Docs: Clarify the situation with SELECT. (#13109)

2022-09-17 10:47:57 -07:00 · 2022-09-17 10:47:57 -07:00 · 4b2f1adecf
parent 5745e878ab
commit 4b2f1adecf
3 changed files with 25 additions and 23 deletions
--- a/docs/multi-stage-query/api.md
+++ b/docs/multi-stage-query/api.md
@ -42,15 +42,15 @@ You submit queries to the MSQ task engine using the `POST /druid/v2/sql/task/` e

 #### Request

-Currently, the MSQ task engine ignores the provided values of `resultFormat`, `header`,
-`typesHeader`, and `sqlTypesHeader`. SQL SELECT queries write out their results into the task report (in the `multiStageQuery.payload.results.results` key) formatted as if `resultFormat` is an `array`.
+The SQL task endpoint accepts [SQL requests in the JSON-over-HTTP form](../querying/sql-api.md#request-body) using the
+`query`, `context`, and `parameters` fields, but ignoring the `resultFormat`, `header`, `typesHeader`, and
+`sqlTypesHeader` fields.

-For task queries similar to the [example queries](./examples.md), you need to escape characters such as quotation marks (") if you use something like `curl`. 
-You don't need to escape characters if you use a method that can parse JSON seamlessly, such as Python.
-The Python example in this topic escapes quotation marks although it's not required.
+This endpoint accepts [INSERT](reference.md#insert) and [REPLACE](reference.md#replace) statements.

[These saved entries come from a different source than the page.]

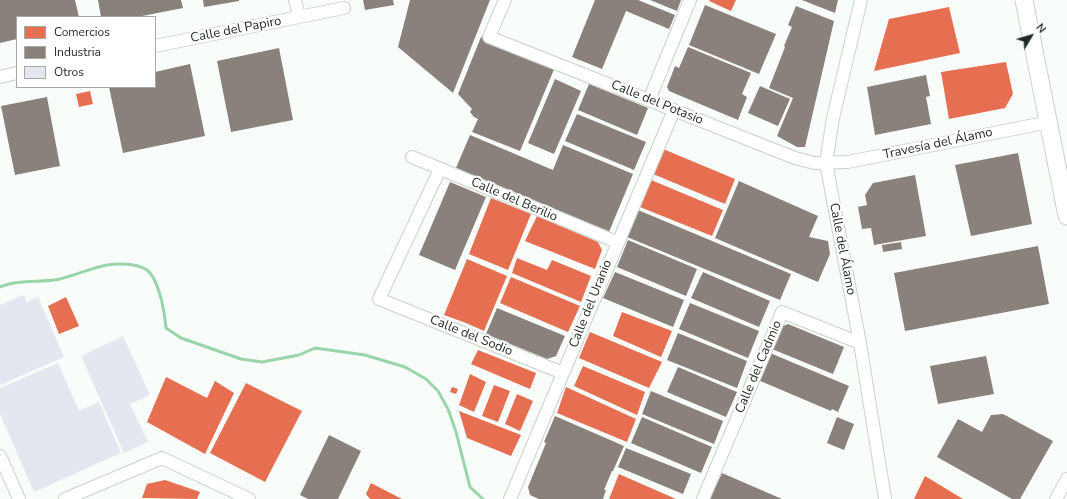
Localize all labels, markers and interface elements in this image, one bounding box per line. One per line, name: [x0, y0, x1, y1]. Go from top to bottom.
street label: Calle del Papiro: [189, 14, 283, 46]
legend: [16, 16, 156, 88]
north arrow: [1011, 16, 1051, 56]
text: N: [1032, 20, 1049, 36]
text: Comercios: [54, 24, 110, 40]
text: Industria: [54, 44, 101, 60]
text: Otros: [54, 64, 84, 80]
street label: Calle del Potasio: [609, 77, 705, 129]
street label: Travesía del Álamo: [882, 125, 994, 163]
street label: Calle del Berilio: [468, 175, 560, 225]
street label: Calle del Álamo: [825, 202, 859, 296]
street label: Calle del Uranio: [566, 258, 616, 350]
street label: Calle del Sodio: [427, 312, 515, 360]
street label: Calle del Cadmio: [732, 318, 786, 416]

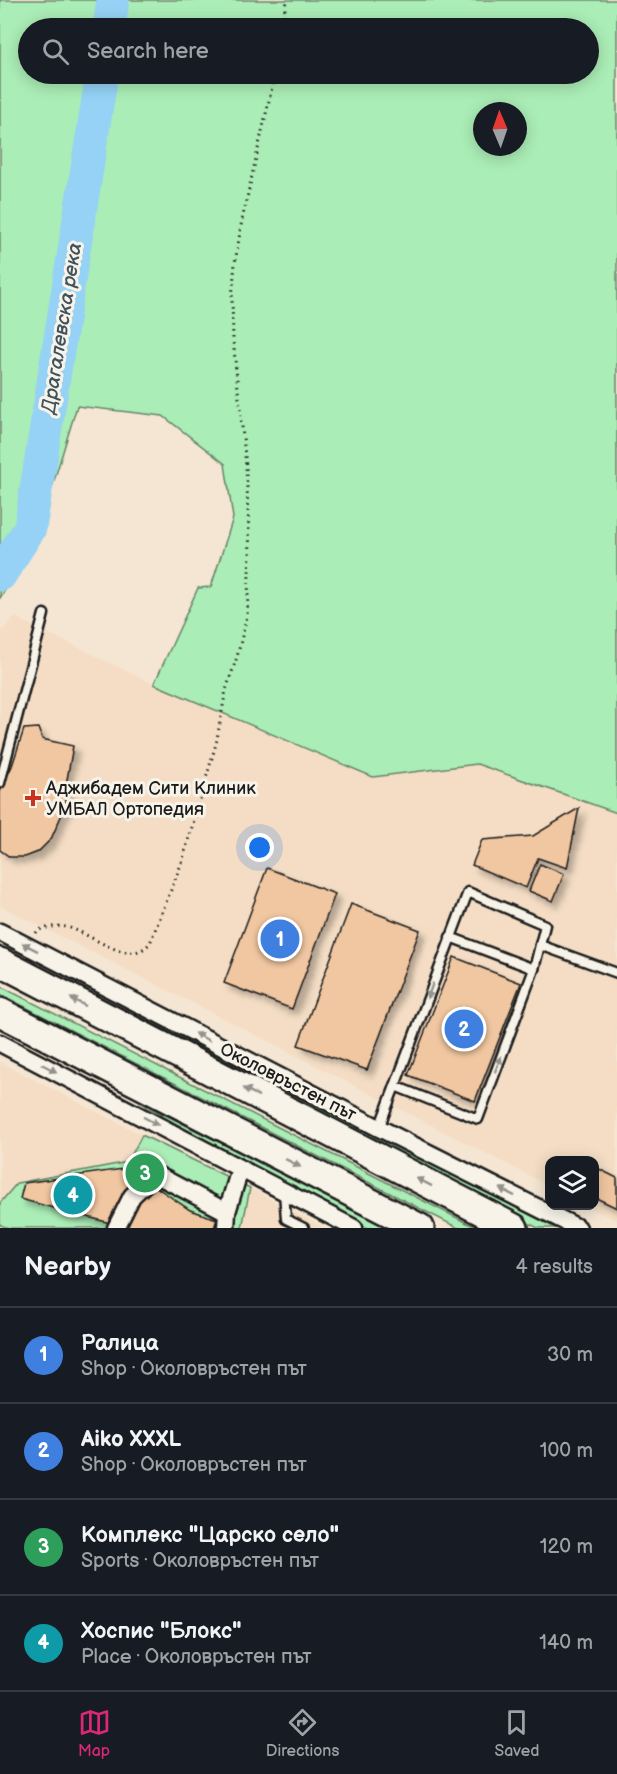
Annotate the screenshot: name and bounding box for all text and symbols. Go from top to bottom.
search box [18,18,599,84]
icon: search [39,35,72,68]
text: Search here [87,38,209,65]
north arrow [473,102,527,156]
water label: Драгалевска река [36,241,87,417]
place label: Аджибадем Сити Клиник УМБАЛ Ортопедия [45,778,256,820]
marker: Аджибадем Сити Клиник УМБАЛ Ортопедия [24,789,42,807]
your location [245,833,274,862]
pin: 1 [260,916,300,962]
one-way arrow [21,942,38,951]
one-way arrow [425,983,435,1001]
one-way arrow [69,998,87,1008]
pin: 2 [444,1006,484,1052]
one-way arrow [194,1032,211,1042]
street label: Околовръстен път [216,1039,360,1126]
one-way arrow [494,1055,504,1073]
one-way arrow [41,1064,58,1073]
one-way arrow [242,1087,259,1097]
one-way arrow [142,1116,159,1126]
pin: 3 [126,1150,164,1196]
map controls [545,1156,599,1210]
button: layers [545,1156,599,1210]
one-way arrow [284,1159,301,1168]
pin: 4 [54,1172,92,1218]
one-way arrow [416,1177,433,1187]
one-way arrow [499,1188,516,1197]
text: Nearby [24,1252,111,1283]
text: 4 results [515,1255,593,1279]
text: Ралица [81,1330,159,1357]
text: 1 [39,1343,48,1367]
text: 30 m [547,1343,593,1367]
text: Shop · Околовръстен път [81,1357,307,1381]
text: Aiko XXXL [81,1426,181,1453]
text: 2 [38,1439,49,1463]
text: 100 m [540,1439,593,1463]
text: Shop · Околовръстен път [81,1453,307,1477]
text: Комплекс "Царско село" [81,1522,339,1549]
text: 3 [38,1535,49,1559]
text: 120 m [540,1535,593,1559]
text: Sports · Околовръстен път [81,1549,319,1573]
text: Хоспис "Блокс" [81,1618,242,1645]
text: 4 [38,1631,49,1655]
text: 140 m [539,1631,593,1655]
text: Place · Околовръстен път [81,1645,311,1669]
tab: Map [78,1706,111,1761]
tab: Directions [266,1706,339,1761]
tab: Saved [494,1706,539,1761]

-The following example is the same query that you submit when you complete [Convert a JSON ingestion
-spec](../tutorials/tutorial-msq-convert-spec.md) where you insert data into a table named `wikipedia`. 
+As an experimental feature, this endpoint also accepts SELECT queries. SELECT query results are collected from workers
+by the controller, and written into the [task report](#get-the-report-for-a-query-task) as an array of arrays. The
+behavior and result format of plain SELECT queries (without INSERT or REPLACE) is subject to change.

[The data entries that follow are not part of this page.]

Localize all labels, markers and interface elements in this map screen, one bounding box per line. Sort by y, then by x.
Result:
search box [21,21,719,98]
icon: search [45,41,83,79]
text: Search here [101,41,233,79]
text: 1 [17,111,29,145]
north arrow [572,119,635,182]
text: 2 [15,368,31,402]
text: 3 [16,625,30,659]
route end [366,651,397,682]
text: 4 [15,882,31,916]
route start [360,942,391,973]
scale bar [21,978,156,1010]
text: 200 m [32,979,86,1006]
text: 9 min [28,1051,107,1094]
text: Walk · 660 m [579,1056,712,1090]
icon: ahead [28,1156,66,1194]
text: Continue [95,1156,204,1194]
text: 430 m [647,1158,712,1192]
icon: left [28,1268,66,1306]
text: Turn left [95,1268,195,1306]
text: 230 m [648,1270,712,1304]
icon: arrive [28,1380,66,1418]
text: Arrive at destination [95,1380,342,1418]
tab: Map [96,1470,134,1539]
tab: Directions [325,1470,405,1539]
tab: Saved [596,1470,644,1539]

 <!--DOCUSAURUS_CODE_TABS-->

@ -199,9 +199,12 @@ A report provides detailed information about a query task, including things like

 Keep the following in mind when using the task API to view reports:

- For SELECT queries, the report includes the results. At this time, if you want to view results for SELECT queries, you need to retrieve them as a generic map from the report and extract the results.
- The task report stores query details for controller tasks.
- If you encounter `500 Server Error` or `404 Not Found` errors, the task may be in the process of starting up or shutting down.
+- The task report for an entire job is associated with the `query_controller` task. The `query_worker` tasks do not have
+  their own reports; their information is incorporated into the controller report.
+- The task report API may report `404 Not Found` temporarily while the task is in the process of starting up.
+- As an experimental feature, the SQL task engine supports running SELECT queries. SELECT query results are written into
+the `multiStageQuery.payload.results.results` task report key as an array of arrays. The behavior and result format of plain
+SELECT queries (without INSERT or REPLACE) is subject to change.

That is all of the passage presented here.